Stored dataset items:
'''

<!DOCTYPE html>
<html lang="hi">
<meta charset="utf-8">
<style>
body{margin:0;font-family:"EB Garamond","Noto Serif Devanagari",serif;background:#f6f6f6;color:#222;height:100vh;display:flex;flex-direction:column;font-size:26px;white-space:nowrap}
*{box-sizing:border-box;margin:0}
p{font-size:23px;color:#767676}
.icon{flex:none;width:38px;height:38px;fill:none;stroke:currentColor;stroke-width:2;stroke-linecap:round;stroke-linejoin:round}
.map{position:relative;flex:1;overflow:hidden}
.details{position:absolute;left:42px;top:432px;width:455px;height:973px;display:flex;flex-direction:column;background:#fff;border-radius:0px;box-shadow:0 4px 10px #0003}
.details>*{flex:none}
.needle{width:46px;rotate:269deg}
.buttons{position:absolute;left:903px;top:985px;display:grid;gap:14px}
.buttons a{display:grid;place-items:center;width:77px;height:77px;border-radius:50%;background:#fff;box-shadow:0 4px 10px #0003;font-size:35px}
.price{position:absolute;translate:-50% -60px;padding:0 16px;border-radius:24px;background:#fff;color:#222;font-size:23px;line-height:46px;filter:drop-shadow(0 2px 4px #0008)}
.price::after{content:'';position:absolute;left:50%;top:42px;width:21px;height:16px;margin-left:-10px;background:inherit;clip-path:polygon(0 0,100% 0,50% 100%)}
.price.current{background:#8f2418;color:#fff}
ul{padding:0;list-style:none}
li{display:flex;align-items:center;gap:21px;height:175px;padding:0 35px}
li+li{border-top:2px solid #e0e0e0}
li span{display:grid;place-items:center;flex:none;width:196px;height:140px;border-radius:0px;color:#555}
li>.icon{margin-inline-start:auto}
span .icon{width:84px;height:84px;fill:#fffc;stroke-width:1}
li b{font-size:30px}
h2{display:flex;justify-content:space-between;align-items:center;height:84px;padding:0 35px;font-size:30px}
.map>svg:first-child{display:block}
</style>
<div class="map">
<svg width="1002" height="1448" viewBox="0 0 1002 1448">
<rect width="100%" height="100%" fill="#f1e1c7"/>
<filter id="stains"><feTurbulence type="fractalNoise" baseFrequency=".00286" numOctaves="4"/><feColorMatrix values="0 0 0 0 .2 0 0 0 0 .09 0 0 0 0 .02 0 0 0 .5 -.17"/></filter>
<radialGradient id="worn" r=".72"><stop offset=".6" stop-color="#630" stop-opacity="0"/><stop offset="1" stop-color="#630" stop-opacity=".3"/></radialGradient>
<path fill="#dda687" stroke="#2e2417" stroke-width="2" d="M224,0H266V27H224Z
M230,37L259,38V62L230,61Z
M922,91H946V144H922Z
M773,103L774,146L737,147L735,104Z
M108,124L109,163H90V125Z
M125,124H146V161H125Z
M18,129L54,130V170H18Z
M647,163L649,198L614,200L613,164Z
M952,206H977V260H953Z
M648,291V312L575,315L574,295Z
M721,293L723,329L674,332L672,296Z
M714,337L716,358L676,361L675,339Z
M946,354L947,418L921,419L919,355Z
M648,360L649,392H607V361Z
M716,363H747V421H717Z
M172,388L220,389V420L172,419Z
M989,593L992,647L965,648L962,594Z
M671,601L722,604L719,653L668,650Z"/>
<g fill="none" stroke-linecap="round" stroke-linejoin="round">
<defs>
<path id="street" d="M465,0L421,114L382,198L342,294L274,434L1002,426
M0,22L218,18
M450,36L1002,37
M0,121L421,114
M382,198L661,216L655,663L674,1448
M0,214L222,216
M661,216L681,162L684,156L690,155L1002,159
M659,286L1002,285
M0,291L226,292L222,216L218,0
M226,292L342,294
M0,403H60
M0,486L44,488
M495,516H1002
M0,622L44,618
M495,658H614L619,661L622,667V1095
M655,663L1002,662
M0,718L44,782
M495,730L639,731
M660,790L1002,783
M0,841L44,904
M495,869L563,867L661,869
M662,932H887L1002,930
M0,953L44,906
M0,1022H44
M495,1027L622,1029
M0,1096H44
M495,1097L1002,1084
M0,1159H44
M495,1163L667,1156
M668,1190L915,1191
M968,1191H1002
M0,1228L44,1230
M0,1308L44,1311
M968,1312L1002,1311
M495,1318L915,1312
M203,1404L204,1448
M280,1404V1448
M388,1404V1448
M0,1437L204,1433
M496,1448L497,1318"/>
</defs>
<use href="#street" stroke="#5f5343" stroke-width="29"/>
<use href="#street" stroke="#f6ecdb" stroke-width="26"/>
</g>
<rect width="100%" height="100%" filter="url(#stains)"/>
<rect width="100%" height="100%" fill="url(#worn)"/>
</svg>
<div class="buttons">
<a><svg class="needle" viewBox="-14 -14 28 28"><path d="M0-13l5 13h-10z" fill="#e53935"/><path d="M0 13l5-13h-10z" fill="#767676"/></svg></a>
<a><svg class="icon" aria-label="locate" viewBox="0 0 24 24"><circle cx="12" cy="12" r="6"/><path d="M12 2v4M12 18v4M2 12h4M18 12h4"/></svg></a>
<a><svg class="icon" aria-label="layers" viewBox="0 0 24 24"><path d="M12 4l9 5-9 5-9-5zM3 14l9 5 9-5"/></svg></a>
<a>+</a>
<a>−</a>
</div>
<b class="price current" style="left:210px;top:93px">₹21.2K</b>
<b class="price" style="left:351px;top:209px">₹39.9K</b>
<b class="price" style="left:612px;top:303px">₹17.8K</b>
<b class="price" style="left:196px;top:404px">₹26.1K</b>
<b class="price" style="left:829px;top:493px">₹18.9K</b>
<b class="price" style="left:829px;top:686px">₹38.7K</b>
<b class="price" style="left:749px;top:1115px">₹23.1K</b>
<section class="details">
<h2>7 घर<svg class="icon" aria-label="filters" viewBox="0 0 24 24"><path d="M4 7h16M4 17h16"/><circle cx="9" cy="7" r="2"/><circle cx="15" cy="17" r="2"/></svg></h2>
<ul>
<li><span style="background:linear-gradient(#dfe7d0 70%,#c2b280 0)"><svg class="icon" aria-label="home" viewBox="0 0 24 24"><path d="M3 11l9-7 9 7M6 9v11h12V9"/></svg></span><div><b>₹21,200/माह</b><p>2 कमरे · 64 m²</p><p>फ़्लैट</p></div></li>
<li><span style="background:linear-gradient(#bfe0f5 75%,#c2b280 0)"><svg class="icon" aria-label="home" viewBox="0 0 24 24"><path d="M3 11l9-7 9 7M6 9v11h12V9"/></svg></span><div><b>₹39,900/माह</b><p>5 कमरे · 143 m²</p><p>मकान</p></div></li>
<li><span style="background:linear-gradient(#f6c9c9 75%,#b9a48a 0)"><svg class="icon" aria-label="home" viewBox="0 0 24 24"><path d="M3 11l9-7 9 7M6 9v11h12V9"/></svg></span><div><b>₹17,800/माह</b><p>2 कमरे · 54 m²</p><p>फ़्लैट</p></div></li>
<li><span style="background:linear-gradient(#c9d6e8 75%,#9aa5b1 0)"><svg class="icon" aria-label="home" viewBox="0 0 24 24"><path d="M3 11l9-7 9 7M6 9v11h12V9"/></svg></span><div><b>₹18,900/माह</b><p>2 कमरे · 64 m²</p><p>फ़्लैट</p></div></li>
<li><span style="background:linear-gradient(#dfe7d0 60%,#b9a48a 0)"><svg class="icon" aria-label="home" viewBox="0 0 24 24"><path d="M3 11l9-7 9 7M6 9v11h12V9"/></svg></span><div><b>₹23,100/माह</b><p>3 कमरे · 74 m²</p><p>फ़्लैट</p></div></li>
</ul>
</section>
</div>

'''

▶ WHAT YOU ARE ASKED TO DO
In the records, which lines use the word "shadow"? Report them.

▶ RESPONSE TO THIS TASK
.details{position:absolute;left:42px;top:432px;width:455px;height:973px;display:flex;flex-direction:column;background:#fff;border-radius:0px;box-shadow:0 4px 10px #0003}
.buttons a{display:grid;place-items:center;width:77px;height:77px;border-radius:50%;background:#fff;box-shadow:0 4px 10px #0003;font-size:35px}
.price{position:absolute;translate:-50% -60px;padding:0 16px;border-radius:24px;background:#fff;color:#222;font-size:23px;line-height:46px;filter:drop-shadow(0 2px 4px #0008)}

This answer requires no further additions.